→ **WORK INSTRUCTION**:
Work out how many lines of this material hold the word "above". Write only that number.

:::::

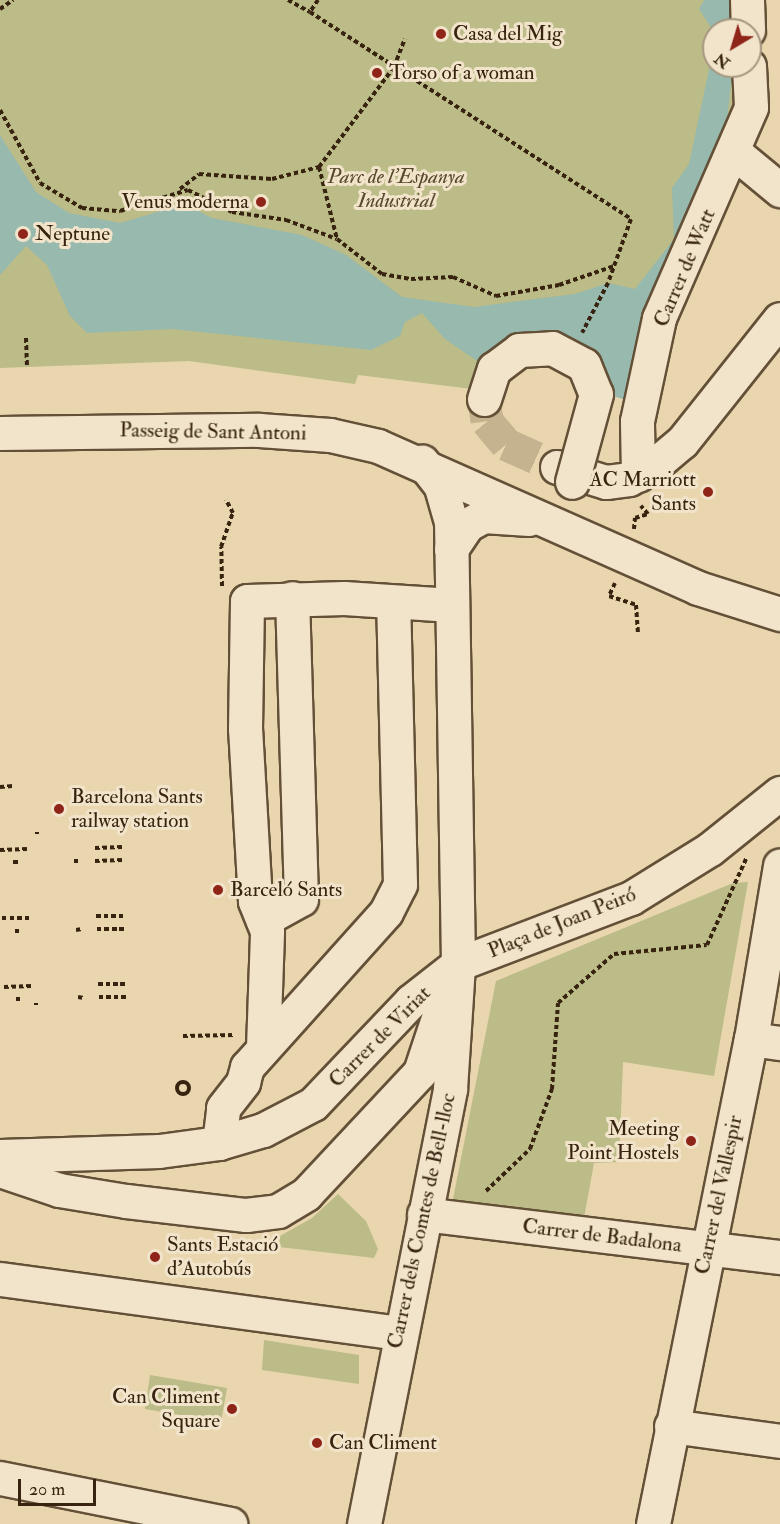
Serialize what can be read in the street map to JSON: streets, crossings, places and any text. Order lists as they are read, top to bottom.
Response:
{
  "streets": {
    "street": [
      "Carrer de Watt",
      "Passeig de Sant Antoni",
      "Plaça de Joan Peiró",
      "Carrer de Viriat",
      "Carrer del Vallespir",
      "Carrer dels Comtes de Bell-lloc",
      "Carrer de Badalona"
    ]
  },
  "crossings": [
    ["Plaça de Joan Peiró", "Carrer de Viriat"],
    ["Plaça de Joan Peiró", "Carrer dels Comtes de Bell-lloc"],
    ["Carrer de Viriat", "Carrer dels Comtes de Bell-lloc"],
    ["Carrer del Vallespir", "Carrer de Badalona"],
    ["Carrer dels Comtes de Bell-lloc", "Carrer de Badalona"]
  ],
  "parks": ["Parc de l'Espanya Industrial"],
  "places": [
    "Casa del Mig",
    "Torso of a woman",
    "Venus moderna",
    "Neptune",
    "AC Marriott Sants",
    "Barcelona Sants railway station",
    "Barceló Sants",
    "Meeting Point Hostels",
    "Sants Estació d'Autobús",
    "Can Climent Square",
    "Can Climent"
  ],
  "scale_bar": "20 m",
  "north": "bottom left"
}
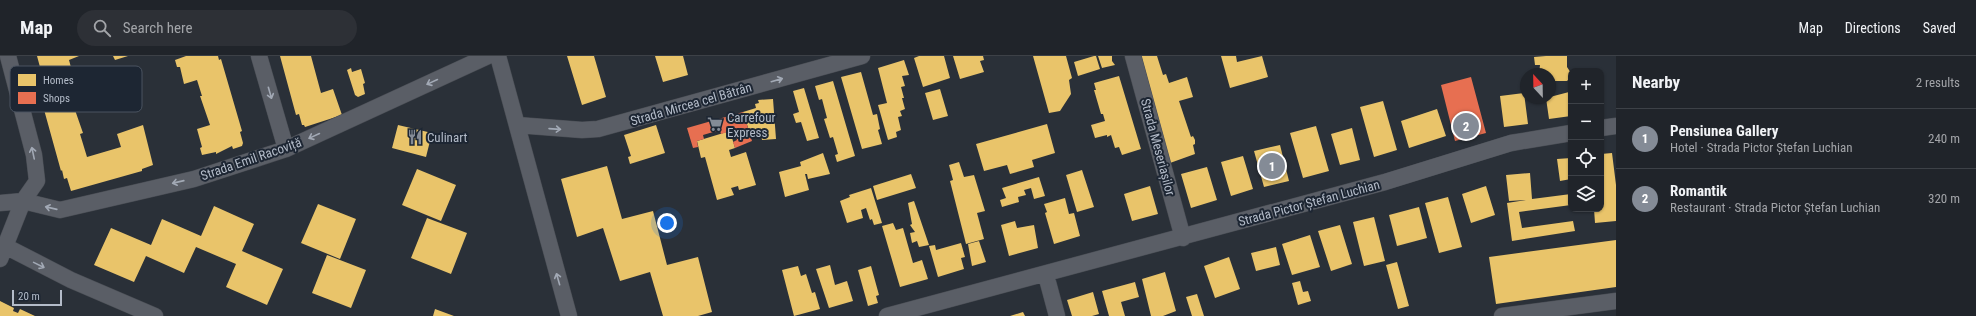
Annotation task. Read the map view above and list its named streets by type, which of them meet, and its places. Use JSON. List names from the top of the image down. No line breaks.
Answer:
{"streets":{"street":["Strada Mircea cel Bătrân","Strada Meseriașilor","Strada Emil Racoviță","Strada Pictor Ștefan Luchian"]},"crossings":[["Strada Meseriașilor","Strada Pictor Ștefan Luchian"]],"one_way":["Strada Mircea cel Bătrân","Strada Emil Racoviță"],"places":{"supermarket":["Carrefour Express"],"restaurant":["Culinart"]},"legend":["Homes","Shops"],"scale_bar":"20 m","north":"top","page":{"header":"Map","search":"Search here","nav":["Map","Directions","Saved"],"heading":["Nearby","2 results"],"map_buttons":["+","−"],"list":[{"mark":"1","name":"Pensiunea Gallery","note":"Hotel · Strada Pictor Ștefan Luchian","value":"240 m"},{"mark":"2","name":"Romantik","note":"Restaurant · Strada Pictor Ștefan Luchian","value":"320 m"}],"pins":["2","1"],"scale":"20 m"}}
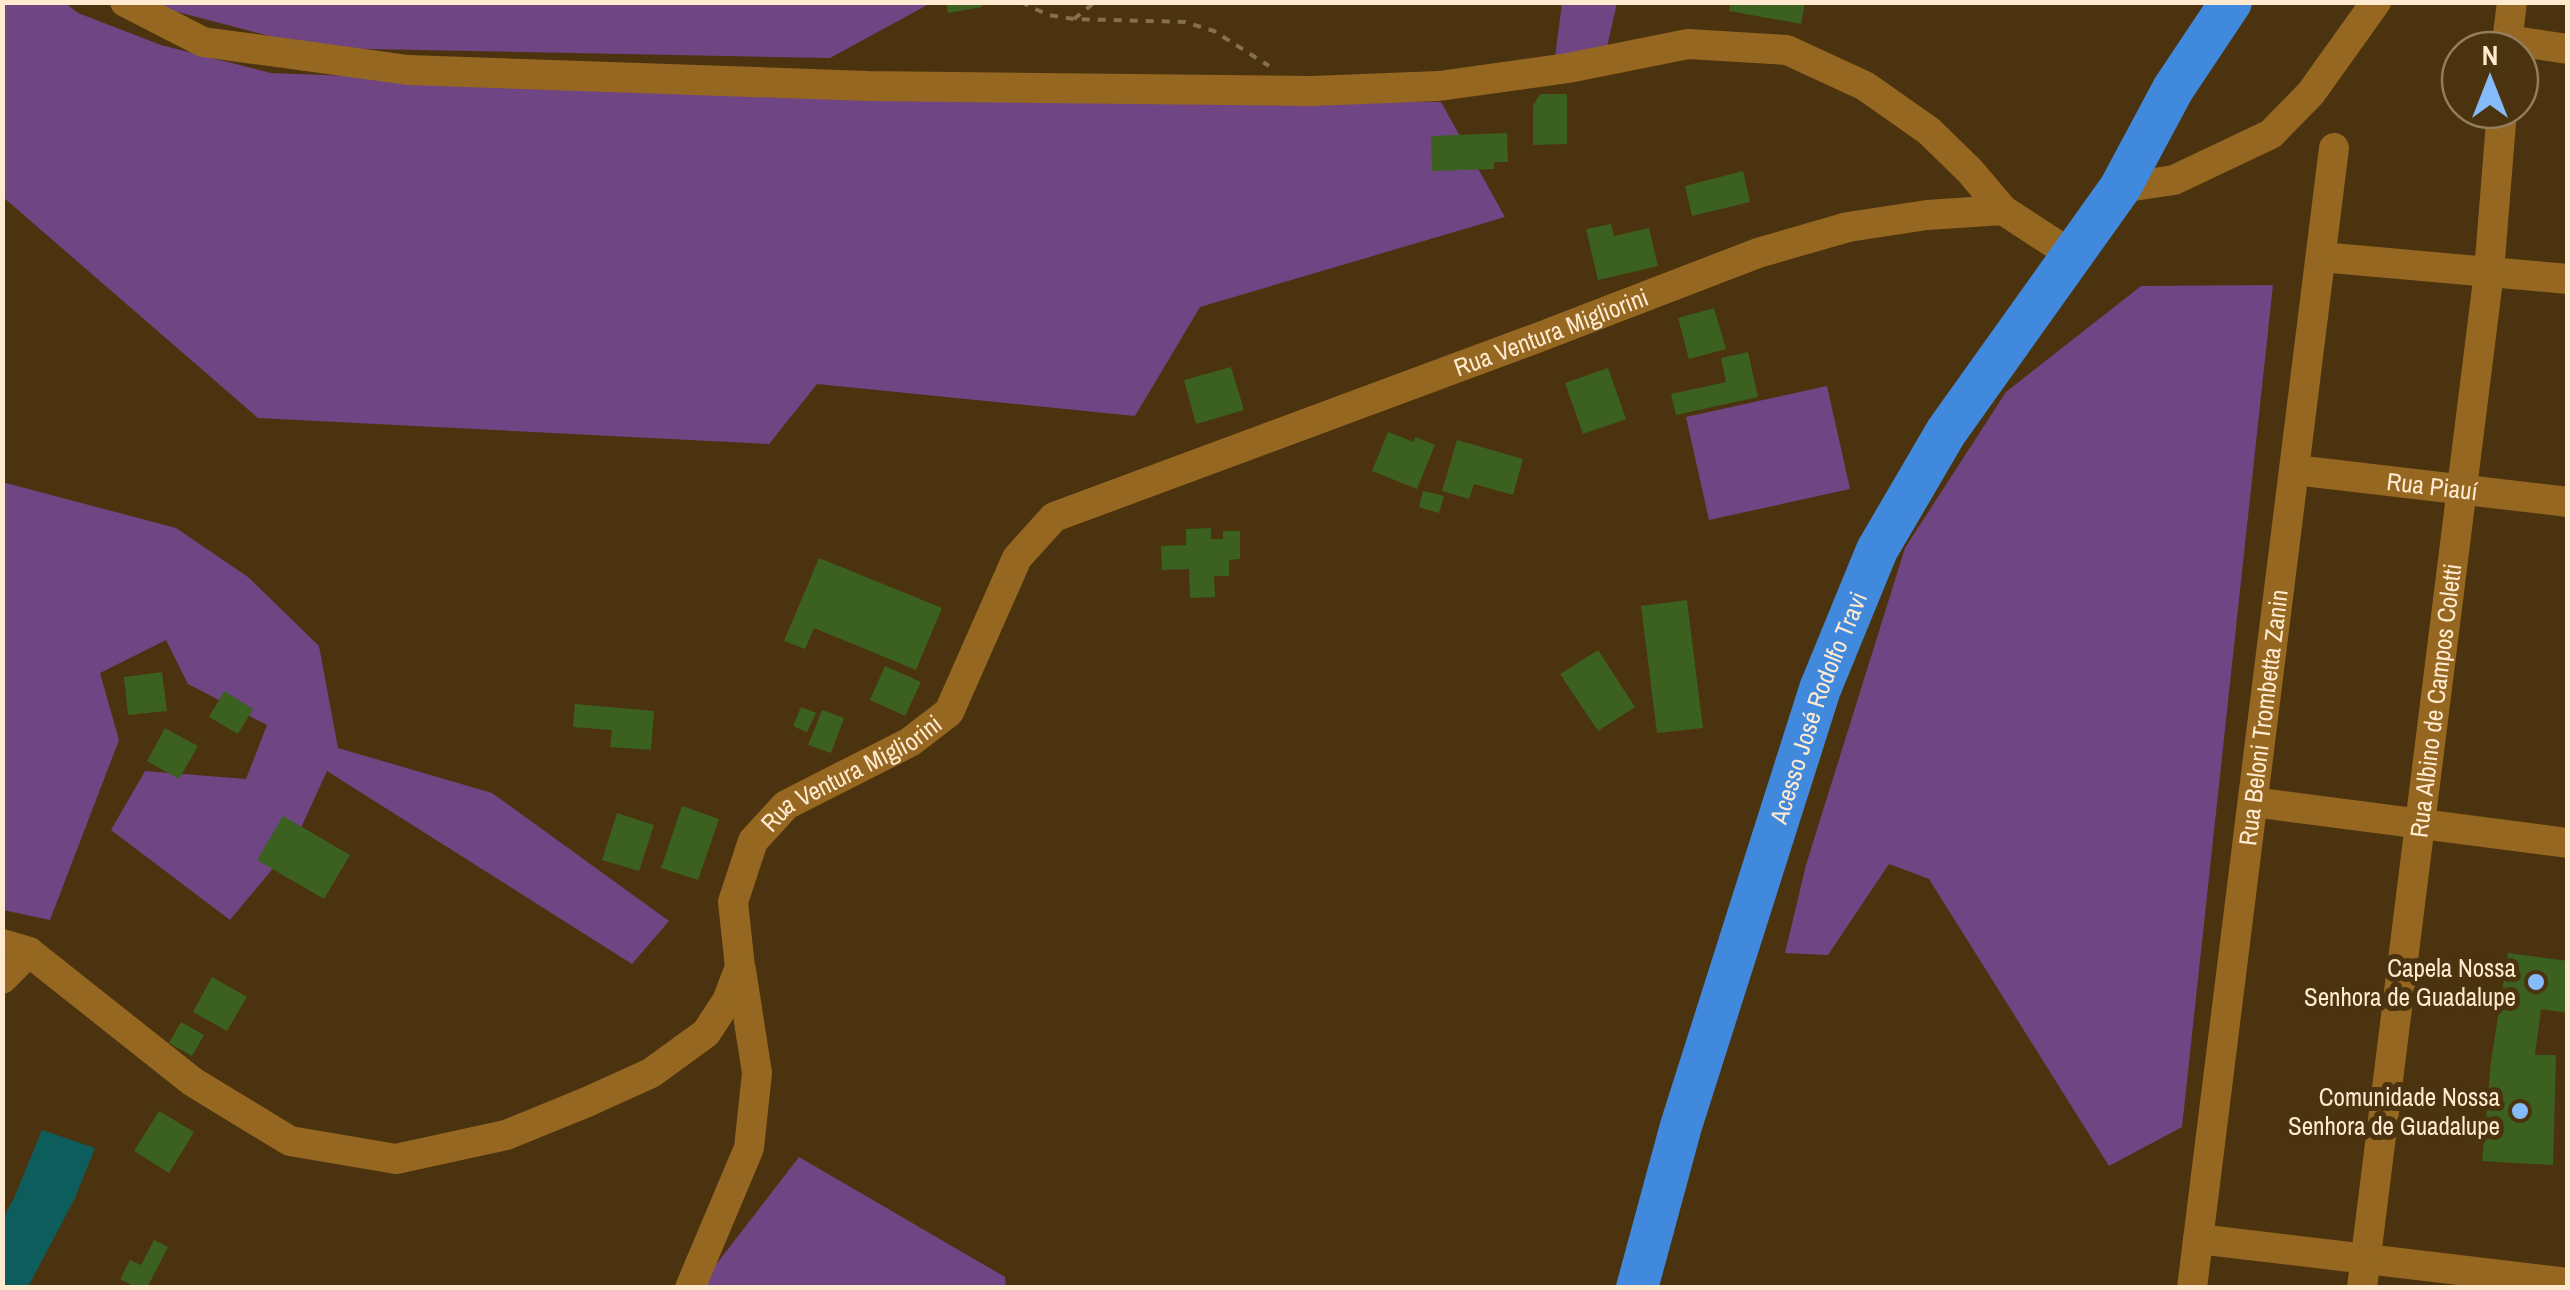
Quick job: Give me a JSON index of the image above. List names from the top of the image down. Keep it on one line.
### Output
{"streets":{"highway":["Acesso José Rodolfo Travi"],"street":["Rua Ventura Migliorini","Rua Piauí","Rua Albino de Campos Coletti","Rua Beloni Trombetta Zanin"]},"crossings":[["Rua Piauí","Rua Albino de Campos Coletti"],["Rua Piauí","Rua Beloni Trombetta Zanin"]],"places":["Capela Nossa Senhora de Guadalupe","Comunidade Nossa Senhora de Guadalupe"],"north":"top"}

:::::

→ **EXERCISE ANSWER**:
2